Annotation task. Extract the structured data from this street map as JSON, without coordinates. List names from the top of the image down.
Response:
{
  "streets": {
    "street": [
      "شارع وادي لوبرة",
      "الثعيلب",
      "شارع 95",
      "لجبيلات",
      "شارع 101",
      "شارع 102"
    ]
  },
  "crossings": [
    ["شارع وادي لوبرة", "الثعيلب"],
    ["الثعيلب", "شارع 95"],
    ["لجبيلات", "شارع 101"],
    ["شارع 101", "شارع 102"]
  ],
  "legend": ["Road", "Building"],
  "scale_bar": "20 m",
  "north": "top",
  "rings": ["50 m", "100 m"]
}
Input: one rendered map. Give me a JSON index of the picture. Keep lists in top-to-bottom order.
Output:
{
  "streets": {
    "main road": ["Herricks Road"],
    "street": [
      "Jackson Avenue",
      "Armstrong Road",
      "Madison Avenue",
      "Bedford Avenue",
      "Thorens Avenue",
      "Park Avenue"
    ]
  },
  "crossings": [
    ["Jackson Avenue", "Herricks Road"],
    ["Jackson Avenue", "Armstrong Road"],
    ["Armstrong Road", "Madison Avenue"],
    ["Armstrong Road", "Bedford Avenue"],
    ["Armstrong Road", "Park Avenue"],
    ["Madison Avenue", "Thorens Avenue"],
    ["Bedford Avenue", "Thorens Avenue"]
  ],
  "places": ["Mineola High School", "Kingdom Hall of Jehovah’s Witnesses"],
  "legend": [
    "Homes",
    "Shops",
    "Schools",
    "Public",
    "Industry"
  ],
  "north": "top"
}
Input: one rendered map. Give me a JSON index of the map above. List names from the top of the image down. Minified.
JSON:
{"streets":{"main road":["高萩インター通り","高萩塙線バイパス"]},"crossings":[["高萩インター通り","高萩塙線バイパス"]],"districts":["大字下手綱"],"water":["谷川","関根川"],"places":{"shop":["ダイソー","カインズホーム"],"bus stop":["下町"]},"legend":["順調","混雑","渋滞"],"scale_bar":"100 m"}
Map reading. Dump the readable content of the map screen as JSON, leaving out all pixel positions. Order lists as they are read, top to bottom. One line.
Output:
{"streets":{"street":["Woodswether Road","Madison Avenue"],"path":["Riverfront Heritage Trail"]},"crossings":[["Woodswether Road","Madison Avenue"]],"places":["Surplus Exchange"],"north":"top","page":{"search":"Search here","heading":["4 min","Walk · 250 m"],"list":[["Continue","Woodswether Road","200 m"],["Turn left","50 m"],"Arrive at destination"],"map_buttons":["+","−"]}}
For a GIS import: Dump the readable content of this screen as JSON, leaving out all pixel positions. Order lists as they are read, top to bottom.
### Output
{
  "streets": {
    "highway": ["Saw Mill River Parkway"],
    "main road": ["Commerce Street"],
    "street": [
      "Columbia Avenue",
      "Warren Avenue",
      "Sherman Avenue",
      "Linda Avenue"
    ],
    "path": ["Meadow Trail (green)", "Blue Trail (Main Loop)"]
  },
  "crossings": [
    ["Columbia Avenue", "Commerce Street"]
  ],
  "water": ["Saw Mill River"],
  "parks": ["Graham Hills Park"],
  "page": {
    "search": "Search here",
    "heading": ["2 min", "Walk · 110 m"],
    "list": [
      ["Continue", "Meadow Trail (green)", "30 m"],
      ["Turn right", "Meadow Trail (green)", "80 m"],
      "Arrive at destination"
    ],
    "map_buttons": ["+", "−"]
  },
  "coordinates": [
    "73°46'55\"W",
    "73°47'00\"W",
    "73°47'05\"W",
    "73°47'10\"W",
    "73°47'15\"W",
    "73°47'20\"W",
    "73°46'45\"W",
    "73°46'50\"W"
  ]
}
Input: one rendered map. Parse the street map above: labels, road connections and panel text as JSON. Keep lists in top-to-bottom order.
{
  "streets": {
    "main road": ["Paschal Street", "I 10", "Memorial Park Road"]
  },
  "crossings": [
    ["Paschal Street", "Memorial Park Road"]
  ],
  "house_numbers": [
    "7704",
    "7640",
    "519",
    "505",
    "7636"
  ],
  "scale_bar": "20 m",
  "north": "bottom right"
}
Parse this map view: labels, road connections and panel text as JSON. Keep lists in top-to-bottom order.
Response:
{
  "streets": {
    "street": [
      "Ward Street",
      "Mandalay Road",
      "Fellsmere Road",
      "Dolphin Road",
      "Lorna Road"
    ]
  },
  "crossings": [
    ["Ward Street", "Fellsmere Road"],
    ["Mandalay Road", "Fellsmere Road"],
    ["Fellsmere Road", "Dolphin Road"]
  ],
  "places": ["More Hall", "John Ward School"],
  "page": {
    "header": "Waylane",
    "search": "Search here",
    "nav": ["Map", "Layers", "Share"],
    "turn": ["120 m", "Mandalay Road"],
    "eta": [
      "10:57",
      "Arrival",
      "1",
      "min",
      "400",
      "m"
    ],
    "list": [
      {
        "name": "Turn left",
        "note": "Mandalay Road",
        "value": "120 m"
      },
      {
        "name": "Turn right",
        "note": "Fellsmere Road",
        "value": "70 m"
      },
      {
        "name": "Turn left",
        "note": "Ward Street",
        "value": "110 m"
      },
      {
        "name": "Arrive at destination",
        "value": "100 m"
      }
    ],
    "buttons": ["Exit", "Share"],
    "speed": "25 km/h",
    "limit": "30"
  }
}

—————

Exercise:
Take the stretch of lines above from the one containing "Map reading. Dump" through the one containing "Parse this map" and repeat it exactly, adding no other line.

Exercise result:
Map reading. Dump the readable content of the map screen as JSON, leaving out all pixel positions. Order lists as they are read, top to bottom. One line.
Output:
{"streets":{"street":["Woodswether Road","Madison Avenue"],"path":["Riverfront Heritage Trail"]},"crossings":[["Woodswether Road","Madison Avenue"]],"places":["Surplus Exchange"],"north":"top","page":{"search":"Search here","heading":["4 min","Walk · 250 m"],"list":[["Continue","Woodswether Road","200 m"],["Turn left","50 m"],"Arrive at destination"],"map_buttons":["+","−"]}}
For a GIS import: Dump the readable content of this screen as JSON, leaving out all pixel positions. Order lists as they are read, top to bottom.
### Output
{
  "streets": {
    "highway": ["Saw Mill River Parkway"],
    "main road": ["Commerce Street"],
    "street": [
      "Columbia Avenue",
      "Warren Avenue",
      "Sherman Avenue",
      "Linda Avenue"
    ],
    "path": ["Meadow Trail (green)", "Blue Trail (Main Loop)"]
  },
  "crossings": [
    ["Columbia Avenue", "Commerce Street"]
  ],
  "water": ["Saw Mill River"],
  "parks": ["Graham Hills Park"],
  "page": {
    "search": "Search here",
    "heading": ["2 min", "Walk · 110 m"],
    "list": [
      ["Continue", "Meadow Trail (green)", "30 m"],
      ["Turn right", "Meadow Trail (green)", "80 m"],
      "Arrive at destination"
    ],
    "map_buttons": ["+", "−"]
  },
  "coordinates": [
    "73°46'55\"W",
    "73°47'00\"W",
    "73°47'05\"W",
    "73°47'10\"W",
    "73°47'15\"W",
    "73°47'20\"W",
    "73°46'45\"W",
    "73°46'50\"W"
  ]
}
Input: one rendered map. Parse the street map above: labels, road connections and panel text as JSON. Keep lists in top-to-bottom order.
{
  "streets": {
    "main road": ["Paschal Street", "I 10", "Memorial Park Road"]
  },
  "crossings": [
    ["Paschal Street", "Memorial Park Road"]
  ],
  "house_numbers": [
    "7704",
    "7640",
    "519",
    "505",
    "7636"
  ],
  "scale_bar": "20 m",
  "north": "bottom right"
}
Parse this map view: labels, road connections and panel text as JSON. Keep lists in top-to-bottom order.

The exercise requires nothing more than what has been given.